- **Your goal**
Count every line in the data below that includes "water", and give only the result.

(Stored items from a collection)
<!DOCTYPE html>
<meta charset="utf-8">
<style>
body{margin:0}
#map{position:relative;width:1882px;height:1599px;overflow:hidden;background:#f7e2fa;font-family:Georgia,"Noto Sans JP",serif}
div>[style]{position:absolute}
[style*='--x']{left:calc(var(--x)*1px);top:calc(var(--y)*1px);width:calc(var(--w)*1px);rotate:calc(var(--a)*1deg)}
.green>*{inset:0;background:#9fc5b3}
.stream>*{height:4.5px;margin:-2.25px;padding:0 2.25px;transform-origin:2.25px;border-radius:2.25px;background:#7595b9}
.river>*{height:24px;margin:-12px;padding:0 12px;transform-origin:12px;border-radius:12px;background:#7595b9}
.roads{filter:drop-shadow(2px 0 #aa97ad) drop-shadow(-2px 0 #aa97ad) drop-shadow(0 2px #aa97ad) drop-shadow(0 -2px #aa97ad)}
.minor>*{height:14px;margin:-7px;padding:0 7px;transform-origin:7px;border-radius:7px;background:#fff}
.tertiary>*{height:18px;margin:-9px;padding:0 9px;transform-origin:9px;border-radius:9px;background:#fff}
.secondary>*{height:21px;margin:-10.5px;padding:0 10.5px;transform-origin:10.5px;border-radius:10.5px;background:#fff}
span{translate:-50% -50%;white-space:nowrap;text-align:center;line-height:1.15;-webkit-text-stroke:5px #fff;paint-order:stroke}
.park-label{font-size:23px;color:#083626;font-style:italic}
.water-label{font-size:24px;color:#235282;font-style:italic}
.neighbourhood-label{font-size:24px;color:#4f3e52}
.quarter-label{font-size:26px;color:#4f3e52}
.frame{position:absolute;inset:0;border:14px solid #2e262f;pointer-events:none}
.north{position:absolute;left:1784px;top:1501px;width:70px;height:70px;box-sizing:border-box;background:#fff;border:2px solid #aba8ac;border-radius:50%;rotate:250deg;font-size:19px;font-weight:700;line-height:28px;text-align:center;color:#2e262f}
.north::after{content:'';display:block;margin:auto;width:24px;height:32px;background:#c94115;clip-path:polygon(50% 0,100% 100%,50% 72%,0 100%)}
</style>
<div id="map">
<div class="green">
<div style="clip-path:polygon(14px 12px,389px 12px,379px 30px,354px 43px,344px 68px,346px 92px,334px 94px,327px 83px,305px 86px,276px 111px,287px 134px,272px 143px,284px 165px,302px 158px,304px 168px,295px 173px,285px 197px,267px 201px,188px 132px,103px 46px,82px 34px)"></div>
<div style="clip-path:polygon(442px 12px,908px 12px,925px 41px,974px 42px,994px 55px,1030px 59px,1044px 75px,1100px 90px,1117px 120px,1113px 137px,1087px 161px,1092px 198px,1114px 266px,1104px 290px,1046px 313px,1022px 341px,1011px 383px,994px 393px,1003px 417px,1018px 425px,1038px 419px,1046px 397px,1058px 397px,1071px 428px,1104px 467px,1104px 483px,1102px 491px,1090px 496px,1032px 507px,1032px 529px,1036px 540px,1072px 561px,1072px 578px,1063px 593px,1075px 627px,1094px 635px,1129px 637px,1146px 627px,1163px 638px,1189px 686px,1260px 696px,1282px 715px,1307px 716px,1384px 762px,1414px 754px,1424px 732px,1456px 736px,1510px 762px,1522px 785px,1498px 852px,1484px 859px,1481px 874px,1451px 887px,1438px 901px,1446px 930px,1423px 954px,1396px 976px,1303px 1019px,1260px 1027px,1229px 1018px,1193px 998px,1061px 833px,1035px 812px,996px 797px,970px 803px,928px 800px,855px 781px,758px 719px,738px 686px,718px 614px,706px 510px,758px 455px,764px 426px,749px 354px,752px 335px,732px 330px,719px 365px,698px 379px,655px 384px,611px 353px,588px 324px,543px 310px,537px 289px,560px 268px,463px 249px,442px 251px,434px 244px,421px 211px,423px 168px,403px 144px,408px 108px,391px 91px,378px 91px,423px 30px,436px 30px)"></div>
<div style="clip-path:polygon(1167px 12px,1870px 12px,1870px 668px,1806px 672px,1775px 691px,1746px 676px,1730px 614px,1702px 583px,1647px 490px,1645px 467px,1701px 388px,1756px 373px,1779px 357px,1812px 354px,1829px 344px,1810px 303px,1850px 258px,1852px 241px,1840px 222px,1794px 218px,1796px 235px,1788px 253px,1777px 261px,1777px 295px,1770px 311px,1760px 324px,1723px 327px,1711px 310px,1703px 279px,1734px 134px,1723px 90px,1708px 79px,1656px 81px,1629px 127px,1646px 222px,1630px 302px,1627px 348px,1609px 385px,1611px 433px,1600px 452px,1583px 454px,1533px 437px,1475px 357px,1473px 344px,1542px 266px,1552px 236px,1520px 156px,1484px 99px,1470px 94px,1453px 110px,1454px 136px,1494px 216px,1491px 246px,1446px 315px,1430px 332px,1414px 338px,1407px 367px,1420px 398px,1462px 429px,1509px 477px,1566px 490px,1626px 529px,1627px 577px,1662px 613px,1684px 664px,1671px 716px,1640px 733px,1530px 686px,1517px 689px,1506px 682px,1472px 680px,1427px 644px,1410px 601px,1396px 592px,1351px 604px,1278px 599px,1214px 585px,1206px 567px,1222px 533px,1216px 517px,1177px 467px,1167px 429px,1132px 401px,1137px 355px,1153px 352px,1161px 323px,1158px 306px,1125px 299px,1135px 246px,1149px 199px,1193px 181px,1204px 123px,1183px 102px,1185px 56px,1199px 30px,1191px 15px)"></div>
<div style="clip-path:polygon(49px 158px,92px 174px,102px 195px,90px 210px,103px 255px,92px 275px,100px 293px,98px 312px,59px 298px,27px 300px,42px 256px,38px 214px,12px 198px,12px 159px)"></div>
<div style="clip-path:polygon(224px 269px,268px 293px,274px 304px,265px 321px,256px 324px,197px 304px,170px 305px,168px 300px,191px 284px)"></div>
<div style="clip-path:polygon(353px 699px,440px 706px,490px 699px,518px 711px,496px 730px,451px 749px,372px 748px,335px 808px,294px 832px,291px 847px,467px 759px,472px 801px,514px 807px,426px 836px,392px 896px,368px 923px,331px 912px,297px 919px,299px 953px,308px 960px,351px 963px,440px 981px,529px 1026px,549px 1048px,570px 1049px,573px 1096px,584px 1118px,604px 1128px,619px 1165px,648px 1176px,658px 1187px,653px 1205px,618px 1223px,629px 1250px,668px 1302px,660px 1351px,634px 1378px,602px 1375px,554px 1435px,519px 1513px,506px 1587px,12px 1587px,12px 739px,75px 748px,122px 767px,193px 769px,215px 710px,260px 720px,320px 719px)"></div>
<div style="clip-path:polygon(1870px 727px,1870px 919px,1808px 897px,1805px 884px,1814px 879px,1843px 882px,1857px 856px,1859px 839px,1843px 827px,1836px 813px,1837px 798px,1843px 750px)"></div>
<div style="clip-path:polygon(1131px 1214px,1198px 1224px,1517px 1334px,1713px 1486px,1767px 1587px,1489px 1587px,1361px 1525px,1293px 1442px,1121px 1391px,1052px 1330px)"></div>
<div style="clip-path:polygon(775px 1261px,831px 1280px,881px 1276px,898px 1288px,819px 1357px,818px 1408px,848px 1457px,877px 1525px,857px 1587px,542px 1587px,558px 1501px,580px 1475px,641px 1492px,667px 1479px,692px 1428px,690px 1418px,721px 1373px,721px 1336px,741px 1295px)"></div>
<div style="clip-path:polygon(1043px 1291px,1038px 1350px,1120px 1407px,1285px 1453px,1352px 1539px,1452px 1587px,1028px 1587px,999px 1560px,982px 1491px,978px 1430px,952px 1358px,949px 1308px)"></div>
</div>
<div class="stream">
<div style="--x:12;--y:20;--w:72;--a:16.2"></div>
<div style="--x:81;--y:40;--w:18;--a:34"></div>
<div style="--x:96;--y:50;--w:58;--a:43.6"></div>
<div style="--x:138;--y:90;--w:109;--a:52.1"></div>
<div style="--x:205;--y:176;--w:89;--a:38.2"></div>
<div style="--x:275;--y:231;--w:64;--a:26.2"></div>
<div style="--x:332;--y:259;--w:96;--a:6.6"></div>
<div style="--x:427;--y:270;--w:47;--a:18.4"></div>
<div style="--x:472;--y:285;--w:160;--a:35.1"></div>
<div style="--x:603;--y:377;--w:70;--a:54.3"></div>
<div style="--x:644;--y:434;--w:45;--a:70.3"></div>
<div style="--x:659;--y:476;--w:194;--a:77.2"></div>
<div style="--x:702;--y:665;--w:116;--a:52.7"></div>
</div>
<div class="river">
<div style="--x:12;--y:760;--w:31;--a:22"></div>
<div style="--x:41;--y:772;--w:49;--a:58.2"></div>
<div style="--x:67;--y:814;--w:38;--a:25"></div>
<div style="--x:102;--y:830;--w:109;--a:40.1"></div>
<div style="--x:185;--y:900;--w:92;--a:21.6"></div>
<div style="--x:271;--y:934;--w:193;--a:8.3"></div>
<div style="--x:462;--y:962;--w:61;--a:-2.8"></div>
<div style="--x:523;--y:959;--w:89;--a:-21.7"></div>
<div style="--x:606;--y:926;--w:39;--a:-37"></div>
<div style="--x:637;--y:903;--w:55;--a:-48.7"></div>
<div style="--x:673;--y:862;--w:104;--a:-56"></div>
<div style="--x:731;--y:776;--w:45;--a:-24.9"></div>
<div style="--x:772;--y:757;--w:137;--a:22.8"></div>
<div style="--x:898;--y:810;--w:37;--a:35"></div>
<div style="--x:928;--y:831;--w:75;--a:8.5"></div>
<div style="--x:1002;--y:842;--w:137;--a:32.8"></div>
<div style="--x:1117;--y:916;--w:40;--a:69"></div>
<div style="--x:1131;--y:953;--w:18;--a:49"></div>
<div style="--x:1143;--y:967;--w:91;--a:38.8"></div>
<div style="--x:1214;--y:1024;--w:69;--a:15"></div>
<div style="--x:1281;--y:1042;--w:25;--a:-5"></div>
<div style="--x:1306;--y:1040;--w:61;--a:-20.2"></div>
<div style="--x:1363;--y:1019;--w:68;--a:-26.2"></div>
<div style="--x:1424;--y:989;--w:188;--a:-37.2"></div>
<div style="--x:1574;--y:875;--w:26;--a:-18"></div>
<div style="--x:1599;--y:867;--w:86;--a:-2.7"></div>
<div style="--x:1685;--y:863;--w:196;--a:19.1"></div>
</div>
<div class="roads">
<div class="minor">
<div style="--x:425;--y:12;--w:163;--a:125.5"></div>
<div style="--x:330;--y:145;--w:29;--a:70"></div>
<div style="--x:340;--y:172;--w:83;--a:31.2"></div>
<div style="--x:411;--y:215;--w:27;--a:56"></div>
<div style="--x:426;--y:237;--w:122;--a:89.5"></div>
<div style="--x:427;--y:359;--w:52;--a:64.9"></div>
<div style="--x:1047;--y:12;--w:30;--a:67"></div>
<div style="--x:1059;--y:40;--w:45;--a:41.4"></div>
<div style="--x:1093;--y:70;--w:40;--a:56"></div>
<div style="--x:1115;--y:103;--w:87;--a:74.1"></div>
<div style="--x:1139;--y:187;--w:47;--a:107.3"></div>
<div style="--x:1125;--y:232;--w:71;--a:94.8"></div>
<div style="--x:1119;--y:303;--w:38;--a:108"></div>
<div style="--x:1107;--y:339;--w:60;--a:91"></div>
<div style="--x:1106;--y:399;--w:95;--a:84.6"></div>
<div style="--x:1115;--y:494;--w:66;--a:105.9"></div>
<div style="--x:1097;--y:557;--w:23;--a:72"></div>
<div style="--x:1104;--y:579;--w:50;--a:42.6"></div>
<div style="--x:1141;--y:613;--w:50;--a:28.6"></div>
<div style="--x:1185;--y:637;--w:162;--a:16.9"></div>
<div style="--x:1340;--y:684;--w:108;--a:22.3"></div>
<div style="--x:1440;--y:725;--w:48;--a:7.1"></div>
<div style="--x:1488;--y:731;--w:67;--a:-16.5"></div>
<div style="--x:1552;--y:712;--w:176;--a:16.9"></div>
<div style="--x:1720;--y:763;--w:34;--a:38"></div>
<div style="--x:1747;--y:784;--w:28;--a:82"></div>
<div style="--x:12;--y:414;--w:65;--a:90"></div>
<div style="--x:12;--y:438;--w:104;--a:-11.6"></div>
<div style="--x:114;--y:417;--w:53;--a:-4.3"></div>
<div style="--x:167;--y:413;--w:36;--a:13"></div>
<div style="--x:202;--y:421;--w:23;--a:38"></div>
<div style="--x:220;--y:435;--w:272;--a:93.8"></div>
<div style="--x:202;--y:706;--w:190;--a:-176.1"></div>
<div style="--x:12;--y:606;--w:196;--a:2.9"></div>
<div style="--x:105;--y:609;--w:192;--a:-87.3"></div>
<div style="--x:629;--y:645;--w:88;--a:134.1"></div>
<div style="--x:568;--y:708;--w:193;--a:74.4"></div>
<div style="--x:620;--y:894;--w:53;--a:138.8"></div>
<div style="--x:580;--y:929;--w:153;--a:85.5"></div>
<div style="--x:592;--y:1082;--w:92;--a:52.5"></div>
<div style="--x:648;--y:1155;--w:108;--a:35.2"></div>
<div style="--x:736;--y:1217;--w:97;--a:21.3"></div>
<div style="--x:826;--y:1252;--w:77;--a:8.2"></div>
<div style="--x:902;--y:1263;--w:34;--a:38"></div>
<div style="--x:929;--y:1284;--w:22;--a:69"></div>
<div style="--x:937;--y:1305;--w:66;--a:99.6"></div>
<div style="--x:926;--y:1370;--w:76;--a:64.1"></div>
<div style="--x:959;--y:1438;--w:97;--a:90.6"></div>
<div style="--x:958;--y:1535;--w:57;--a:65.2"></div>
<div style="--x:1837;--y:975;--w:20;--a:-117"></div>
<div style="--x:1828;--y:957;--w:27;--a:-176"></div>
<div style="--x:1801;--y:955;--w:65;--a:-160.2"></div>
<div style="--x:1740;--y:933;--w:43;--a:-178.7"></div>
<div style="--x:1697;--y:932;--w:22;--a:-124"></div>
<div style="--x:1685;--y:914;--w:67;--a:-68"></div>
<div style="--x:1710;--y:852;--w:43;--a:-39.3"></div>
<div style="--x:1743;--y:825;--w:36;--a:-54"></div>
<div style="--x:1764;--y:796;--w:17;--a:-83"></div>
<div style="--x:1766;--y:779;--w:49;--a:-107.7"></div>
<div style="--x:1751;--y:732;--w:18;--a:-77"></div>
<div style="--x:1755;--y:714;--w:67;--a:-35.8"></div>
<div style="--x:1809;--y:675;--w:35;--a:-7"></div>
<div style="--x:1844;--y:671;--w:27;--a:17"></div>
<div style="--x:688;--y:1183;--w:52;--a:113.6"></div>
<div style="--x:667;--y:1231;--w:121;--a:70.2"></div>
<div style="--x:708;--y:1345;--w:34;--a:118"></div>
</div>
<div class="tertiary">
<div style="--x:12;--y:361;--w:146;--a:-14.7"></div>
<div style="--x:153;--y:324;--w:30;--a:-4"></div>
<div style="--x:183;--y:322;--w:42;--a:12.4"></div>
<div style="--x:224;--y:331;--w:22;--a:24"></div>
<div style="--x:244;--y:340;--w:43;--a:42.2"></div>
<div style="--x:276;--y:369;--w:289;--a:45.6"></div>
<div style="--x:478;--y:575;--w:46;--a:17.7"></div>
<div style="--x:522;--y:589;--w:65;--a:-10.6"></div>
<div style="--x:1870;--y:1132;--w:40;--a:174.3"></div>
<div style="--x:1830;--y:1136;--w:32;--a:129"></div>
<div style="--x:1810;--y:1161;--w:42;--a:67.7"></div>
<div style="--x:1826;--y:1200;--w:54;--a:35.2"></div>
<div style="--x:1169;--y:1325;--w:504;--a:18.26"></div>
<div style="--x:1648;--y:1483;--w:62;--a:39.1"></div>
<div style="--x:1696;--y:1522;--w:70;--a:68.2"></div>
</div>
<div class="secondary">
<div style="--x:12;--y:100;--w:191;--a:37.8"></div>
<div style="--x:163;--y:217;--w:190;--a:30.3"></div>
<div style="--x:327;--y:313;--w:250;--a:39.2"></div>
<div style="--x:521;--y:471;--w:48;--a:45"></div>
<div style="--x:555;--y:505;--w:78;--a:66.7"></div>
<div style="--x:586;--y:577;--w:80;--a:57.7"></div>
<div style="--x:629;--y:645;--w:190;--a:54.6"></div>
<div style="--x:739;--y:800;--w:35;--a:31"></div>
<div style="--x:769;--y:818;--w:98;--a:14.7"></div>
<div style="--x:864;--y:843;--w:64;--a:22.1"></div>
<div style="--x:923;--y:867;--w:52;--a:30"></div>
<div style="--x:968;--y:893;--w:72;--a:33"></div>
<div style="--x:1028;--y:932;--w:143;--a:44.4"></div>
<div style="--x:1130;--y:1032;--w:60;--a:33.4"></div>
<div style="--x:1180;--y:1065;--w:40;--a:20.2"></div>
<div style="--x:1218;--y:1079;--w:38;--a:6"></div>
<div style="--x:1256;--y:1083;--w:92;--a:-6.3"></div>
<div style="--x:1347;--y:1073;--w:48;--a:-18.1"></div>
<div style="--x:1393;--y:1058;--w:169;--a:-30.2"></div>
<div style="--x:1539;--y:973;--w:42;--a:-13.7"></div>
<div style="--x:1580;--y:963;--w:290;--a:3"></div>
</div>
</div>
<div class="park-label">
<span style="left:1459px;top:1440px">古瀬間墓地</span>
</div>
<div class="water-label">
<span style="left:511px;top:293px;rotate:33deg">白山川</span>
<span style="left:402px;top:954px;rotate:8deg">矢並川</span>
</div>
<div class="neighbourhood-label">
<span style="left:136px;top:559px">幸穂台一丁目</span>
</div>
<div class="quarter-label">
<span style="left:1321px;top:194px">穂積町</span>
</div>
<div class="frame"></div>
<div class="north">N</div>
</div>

- **Exercise answer**
2